The agency also registered a case against LeT founder Hafiz Saeed under the provisions of waging war against the country and criminal conspiracy.
NIA officials conducted raids in 14 places in Srinagar, including the houses of three separatist leaders — Tehreek-e-Hurriyat leader Ghazi Javed Baba, Jammu and Kashmir Liberation Front leader Farooq Ahmed Dar aka Bitta Karate, and suspended Hurriyat leader Nayeem Khan — and their aides.
In Delhi, raids were carried out in Ballimaran, Chandni Chowk, Rohini and Greater Kailash II areas, and at a cold storage in Haryana's Sonepat, a NIA official said.
Of the Rs 1.15 crore money seized, about Rs 65-70 lakh was recovered from Srinagar, and Rs 35-40 lakh in Delhi, the official said.
The NIA also recovered property related documents, letterheads of banned terrorist organisations such as Lashkar-e-Taiba (LeT) and Hizbul Mujahideen (HM), pen drives, laptops and other incriminating documents from the premises of the accused.
The official said the agency would conduct raids at fresh locations revealed during questioning of the aides of the separatist leaders.
The agency's action comes after the counter-terror agency converted a 19 May preliminary enquiry against Hurriyat chairman Syed Ali Shah Geelani and his close aide and Hurriyat provincial president Nayeem Khan, Dar and Baba into a regular case.
A senior NIA official told IANS: "The preliminary enquiry has been converted into an FIR against Lashkar-e-Taiba chief Hafiz Saeed and other Pakistan-based terror agencies."
The FIR, which does not name any of the separatist leaders, has been registered under legal provisions dealing with waging war or attempting to wage war against India, criminal conspiracy, and under the Unlawful Activities (Prevention) Act.
The raids in Delhi were carried out after the separatist leaders were seen confessing in a sting operation video that they received funds from Pakistan via middlemen based in Ballimaran and Chandni Chowk.
Khan had allegedly confessed to receiving money to incite trouble in Kashmir. The video clipping was released by India Today TV channel on 16 May.
The three separatist leaders were summoned to Delhi and questioned by the agency over two days from Monday.
Between 19 May and 22 May, the counter-terror agency questioned Baba and Dar on four consecutive days in Srinagar. Khan was also grilled on 19 May.
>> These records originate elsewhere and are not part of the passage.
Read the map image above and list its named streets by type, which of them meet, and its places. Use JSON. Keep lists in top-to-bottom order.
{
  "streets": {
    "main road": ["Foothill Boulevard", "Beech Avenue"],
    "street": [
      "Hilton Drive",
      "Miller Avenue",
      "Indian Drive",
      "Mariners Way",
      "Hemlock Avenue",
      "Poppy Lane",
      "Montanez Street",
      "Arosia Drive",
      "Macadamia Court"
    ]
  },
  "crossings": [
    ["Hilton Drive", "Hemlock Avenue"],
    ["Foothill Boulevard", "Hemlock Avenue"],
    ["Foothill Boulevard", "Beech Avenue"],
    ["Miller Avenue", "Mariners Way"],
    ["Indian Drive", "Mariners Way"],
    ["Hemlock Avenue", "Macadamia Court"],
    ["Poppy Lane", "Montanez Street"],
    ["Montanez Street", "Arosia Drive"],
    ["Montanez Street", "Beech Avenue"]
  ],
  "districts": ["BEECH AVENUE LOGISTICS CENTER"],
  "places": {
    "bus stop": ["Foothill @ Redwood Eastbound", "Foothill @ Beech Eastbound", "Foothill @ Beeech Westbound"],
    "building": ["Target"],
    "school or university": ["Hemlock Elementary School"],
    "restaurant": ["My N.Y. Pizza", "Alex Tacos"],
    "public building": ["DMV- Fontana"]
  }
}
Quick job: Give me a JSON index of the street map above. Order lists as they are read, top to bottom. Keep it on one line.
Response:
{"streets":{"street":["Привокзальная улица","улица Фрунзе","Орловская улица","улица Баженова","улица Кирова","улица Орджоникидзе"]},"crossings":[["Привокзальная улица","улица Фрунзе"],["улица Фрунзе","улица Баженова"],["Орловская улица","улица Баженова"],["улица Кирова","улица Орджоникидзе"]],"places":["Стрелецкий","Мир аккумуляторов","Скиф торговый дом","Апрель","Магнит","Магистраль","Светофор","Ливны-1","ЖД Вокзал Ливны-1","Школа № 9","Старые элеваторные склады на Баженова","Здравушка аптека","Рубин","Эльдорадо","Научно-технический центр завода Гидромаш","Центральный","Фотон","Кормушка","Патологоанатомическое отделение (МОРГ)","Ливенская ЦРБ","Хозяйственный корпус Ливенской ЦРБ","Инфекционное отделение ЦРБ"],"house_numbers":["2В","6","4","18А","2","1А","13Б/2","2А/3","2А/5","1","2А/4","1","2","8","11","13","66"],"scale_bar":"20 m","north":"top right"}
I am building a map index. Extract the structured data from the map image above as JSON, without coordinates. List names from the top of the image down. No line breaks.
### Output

On 20 May, the NIA collected details of 13 accused and charge-sheeted those involved in arson attacks on schools and public property in Kashmir during last year's prolonged unrest in the Valley.
The NIA officials said the agency was probing all aspects of funding of separatist leaders by Lashkar-e-Taiba and other Pakistan sources, and use of this money in fuelling unrest in the Valley after the killing of Hizbul Mujahideen commander Burhan Wani in a gunfight on 8 July, 2016.